EXERCISE PROMPT: The result should be every line in the data below that carries the string "surface".
───── EXERCISE MATERIALS ─────
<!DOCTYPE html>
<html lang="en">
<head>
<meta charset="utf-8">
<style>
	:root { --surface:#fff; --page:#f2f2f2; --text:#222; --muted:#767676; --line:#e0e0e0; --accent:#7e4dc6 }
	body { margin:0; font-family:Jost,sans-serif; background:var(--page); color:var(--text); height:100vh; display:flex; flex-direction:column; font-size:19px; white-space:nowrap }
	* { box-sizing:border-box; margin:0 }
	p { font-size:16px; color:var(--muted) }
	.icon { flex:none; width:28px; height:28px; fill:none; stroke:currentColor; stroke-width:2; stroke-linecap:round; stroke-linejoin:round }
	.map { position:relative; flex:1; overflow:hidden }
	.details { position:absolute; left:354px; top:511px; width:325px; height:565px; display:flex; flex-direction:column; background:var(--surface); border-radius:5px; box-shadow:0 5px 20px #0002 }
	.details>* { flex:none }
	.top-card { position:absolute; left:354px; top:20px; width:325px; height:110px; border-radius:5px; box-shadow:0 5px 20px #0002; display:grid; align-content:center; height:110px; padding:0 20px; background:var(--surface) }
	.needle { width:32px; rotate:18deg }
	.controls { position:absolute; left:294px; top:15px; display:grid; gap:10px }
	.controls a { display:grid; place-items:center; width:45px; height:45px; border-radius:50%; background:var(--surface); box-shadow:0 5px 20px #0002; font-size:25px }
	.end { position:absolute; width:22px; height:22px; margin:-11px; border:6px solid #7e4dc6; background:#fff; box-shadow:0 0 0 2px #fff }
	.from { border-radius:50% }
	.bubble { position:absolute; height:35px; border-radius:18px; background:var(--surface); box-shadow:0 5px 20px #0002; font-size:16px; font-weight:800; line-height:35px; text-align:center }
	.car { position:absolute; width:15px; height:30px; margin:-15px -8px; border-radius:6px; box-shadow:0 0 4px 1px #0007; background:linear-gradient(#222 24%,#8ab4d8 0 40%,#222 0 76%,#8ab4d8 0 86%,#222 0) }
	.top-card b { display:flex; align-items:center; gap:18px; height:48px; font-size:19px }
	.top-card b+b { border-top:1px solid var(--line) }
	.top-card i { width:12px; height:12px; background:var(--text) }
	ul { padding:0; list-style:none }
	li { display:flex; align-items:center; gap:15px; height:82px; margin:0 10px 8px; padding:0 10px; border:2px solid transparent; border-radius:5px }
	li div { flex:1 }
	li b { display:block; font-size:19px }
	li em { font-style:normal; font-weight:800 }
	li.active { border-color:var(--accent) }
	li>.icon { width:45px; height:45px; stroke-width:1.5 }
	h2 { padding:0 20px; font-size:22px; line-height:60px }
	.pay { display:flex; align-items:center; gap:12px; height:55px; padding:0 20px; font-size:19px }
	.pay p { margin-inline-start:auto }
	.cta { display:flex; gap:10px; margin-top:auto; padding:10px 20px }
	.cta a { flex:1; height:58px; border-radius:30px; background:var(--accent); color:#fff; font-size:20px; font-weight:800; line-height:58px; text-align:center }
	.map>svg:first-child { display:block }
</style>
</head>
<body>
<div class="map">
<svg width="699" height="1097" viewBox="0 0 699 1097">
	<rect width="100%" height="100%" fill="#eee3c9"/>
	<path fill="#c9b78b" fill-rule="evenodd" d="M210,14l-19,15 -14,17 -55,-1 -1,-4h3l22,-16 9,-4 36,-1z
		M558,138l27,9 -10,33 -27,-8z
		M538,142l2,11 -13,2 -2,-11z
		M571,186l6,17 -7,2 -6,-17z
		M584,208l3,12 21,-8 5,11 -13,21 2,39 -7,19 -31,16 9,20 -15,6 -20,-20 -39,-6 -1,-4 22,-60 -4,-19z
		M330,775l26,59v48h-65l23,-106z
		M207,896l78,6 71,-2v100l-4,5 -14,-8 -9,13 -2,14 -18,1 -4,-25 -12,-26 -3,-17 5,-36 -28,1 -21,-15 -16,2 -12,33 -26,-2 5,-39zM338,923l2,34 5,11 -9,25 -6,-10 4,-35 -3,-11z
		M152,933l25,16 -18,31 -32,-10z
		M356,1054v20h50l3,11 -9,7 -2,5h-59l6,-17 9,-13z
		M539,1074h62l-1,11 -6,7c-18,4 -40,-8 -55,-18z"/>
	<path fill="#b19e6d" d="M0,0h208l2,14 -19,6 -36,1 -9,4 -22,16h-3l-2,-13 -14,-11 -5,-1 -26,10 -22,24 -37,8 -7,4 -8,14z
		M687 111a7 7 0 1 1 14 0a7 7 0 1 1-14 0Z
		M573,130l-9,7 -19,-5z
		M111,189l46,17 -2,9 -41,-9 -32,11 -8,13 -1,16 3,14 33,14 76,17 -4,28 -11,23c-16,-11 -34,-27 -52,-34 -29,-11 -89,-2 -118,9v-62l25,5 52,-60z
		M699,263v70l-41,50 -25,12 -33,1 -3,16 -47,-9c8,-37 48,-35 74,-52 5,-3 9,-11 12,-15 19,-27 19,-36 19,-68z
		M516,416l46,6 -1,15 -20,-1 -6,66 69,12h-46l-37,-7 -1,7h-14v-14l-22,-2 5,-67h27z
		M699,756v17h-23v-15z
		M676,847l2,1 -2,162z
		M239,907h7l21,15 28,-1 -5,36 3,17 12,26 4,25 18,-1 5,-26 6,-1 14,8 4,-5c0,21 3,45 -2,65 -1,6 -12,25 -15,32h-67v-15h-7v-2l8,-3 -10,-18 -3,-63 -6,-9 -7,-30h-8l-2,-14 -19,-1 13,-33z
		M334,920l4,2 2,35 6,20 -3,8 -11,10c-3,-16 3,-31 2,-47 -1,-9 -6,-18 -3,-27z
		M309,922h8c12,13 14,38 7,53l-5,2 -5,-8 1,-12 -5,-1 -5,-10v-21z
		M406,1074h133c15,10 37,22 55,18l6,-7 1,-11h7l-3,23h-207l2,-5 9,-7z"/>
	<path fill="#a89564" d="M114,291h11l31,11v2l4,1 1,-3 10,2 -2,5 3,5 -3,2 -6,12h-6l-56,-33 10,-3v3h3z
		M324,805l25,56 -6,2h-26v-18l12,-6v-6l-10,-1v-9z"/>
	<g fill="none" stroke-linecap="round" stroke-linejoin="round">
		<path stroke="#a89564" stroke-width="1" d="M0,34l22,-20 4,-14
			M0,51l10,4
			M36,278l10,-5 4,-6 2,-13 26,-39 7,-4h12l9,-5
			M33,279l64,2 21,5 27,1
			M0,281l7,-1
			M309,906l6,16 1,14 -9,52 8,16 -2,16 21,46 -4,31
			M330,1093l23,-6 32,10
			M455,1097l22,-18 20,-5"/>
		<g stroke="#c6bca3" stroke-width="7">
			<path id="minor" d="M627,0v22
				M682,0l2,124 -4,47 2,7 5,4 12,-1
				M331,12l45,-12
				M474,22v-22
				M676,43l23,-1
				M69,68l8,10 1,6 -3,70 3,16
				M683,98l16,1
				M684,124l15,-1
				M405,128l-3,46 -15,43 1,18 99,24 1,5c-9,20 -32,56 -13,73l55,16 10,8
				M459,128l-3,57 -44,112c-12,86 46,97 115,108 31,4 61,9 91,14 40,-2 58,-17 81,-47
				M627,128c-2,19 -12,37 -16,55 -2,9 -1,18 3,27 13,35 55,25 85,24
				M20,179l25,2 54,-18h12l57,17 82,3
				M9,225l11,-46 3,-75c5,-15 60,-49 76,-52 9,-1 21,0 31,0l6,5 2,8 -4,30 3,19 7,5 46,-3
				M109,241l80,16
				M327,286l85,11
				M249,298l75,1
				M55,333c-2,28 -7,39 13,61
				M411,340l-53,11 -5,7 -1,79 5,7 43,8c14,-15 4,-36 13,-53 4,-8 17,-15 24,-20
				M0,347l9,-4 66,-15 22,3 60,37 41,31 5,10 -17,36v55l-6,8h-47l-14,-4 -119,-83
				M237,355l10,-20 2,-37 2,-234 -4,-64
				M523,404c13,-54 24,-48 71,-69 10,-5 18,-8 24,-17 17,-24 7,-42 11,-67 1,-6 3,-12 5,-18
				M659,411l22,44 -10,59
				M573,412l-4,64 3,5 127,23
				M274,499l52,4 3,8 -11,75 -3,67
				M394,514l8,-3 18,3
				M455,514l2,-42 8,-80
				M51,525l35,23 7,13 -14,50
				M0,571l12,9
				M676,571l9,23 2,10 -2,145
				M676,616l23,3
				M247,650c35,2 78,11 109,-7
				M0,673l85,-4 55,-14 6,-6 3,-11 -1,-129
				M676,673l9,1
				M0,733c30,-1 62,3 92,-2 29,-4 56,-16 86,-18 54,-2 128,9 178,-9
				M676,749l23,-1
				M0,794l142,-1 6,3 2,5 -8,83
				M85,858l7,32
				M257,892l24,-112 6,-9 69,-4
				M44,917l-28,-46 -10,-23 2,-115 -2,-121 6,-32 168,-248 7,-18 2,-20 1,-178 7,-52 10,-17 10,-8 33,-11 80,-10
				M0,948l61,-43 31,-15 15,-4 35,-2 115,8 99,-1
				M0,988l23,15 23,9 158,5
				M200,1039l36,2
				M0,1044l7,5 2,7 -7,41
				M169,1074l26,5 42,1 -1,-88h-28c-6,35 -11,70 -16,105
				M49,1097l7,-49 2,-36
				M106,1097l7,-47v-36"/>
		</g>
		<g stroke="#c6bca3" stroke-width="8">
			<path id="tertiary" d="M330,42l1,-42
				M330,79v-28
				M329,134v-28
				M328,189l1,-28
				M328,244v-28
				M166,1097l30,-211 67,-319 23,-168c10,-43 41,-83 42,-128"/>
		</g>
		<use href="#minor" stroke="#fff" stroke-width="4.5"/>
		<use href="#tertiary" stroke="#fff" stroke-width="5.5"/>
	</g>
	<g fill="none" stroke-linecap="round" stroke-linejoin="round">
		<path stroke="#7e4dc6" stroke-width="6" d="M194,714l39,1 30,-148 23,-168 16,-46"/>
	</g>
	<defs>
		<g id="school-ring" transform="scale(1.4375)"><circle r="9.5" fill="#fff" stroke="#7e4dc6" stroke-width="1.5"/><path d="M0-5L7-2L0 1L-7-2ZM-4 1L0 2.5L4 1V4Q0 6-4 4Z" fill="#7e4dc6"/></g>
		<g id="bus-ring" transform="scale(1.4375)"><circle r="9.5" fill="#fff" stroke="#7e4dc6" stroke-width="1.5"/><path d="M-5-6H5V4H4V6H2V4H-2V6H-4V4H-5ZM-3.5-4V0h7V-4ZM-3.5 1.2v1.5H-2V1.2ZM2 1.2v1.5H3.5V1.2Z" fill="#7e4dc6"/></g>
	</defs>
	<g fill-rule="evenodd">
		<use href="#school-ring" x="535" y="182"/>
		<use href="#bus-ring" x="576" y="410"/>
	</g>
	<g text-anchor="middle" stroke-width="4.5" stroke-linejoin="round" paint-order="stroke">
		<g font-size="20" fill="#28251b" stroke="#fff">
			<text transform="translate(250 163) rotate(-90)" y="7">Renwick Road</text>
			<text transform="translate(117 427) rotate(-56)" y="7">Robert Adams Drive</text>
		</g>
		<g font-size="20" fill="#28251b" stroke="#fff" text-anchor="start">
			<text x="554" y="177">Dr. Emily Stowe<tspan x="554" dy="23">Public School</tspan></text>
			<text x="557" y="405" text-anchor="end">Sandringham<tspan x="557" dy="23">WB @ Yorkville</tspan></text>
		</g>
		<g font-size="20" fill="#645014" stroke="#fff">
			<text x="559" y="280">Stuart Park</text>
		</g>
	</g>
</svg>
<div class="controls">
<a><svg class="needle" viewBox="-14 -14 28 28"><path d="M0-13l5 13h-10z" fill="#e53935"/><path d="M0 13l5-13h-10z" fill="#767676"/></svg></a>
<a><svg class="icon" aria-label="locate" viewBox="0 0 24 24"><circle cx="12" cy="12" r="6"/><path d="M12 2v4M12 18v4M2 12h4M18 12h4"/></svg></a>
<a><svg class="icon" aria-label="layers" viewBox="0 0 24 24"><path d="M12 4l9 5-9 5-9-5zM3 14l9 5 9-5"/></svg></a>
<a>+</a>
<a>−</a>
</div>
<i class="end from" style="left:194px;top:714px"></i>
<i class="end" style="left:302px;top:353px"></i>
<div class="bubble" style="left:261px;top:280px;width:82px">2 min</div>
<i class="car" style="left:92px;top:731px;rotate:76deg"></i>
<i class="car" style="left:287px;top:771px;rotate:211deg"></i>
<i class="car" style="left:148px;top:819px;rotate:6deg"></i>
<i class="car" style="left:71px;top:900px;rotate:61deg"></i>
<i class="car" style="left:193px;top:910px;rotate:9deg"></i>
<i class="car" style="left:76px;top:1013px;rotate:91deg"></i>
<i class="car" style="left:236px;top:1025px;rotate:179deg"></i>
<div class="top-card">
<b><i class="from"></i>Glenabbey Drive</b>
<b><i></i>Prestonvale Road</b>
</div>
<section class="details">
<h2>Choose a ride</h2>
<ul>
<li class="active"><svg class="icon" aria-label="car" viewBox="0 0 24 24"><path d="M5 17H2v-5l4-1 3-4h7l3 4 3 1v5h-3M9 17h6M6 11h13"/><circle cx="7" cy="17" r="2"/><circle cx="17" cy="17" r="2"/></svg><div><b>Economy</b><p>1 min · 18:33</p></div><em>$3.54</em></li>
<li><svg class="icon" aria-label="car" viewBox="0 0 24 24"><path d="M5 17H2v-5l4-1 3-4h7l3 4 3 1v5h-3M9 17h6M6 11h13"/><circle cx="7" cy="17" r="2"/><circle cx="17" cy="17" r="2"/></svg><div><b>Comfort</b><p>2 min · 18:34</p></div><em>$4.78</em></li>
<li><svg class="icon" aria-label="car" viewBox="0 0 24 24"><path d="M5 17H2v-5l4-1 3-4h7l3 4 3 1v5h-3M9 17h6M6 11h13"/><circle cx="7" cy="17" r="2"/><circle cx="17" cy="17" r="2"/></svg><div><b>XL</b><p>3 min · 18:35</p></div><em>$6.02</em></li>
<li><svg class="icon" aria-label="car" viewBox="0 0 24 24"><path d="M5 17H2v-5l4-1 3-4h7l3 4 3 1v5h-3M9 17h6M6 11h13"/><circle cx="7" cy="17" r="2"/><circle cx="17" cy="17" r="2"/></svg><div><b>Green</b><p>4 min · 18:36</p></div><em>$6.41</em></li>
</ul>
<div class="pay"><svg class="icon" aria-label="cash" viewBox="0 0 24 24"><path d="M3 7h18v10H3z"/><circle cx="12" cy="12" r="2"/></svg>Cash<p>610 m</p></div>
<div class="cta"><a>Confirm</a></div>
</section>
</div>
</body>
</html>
─────
RESULT OF THE EXERCISE:
	:root { --surface:#fff; --page:#f2f2f2; --text:#222; --muted:#767676; --line:#e0e0e0; --accent:#7e4dc6 }
	.details { position:absolute; left:354px; top:511px; width:325px; height:565px; display:flex; flex-direction:column; background:var(--surface); border-radius:5px; box-shadow:0 5px 20px #0002 }
	.top-card { position:absolute; left:354px; top:20px; width:325px; height:110px; border-radius:5px; box-shadow:0 5px 20px #0002; display:grid; align-content:center; height:110px; padding:0 20px; background:var(--surface) }
	.controls a { display:grid; place-items:center; width:45px; height:45px; border-radius:50%; background:var(--surface); box-shadow:0 5px 20px #0002; font-size:25px }
	.bubble { position:absolute; height:35px; border-radius:18px; background:var(--surface); box-shadow:0 5px 20px #0002; font-size:16px; font-weight:800; line-height:35px; text-align:center }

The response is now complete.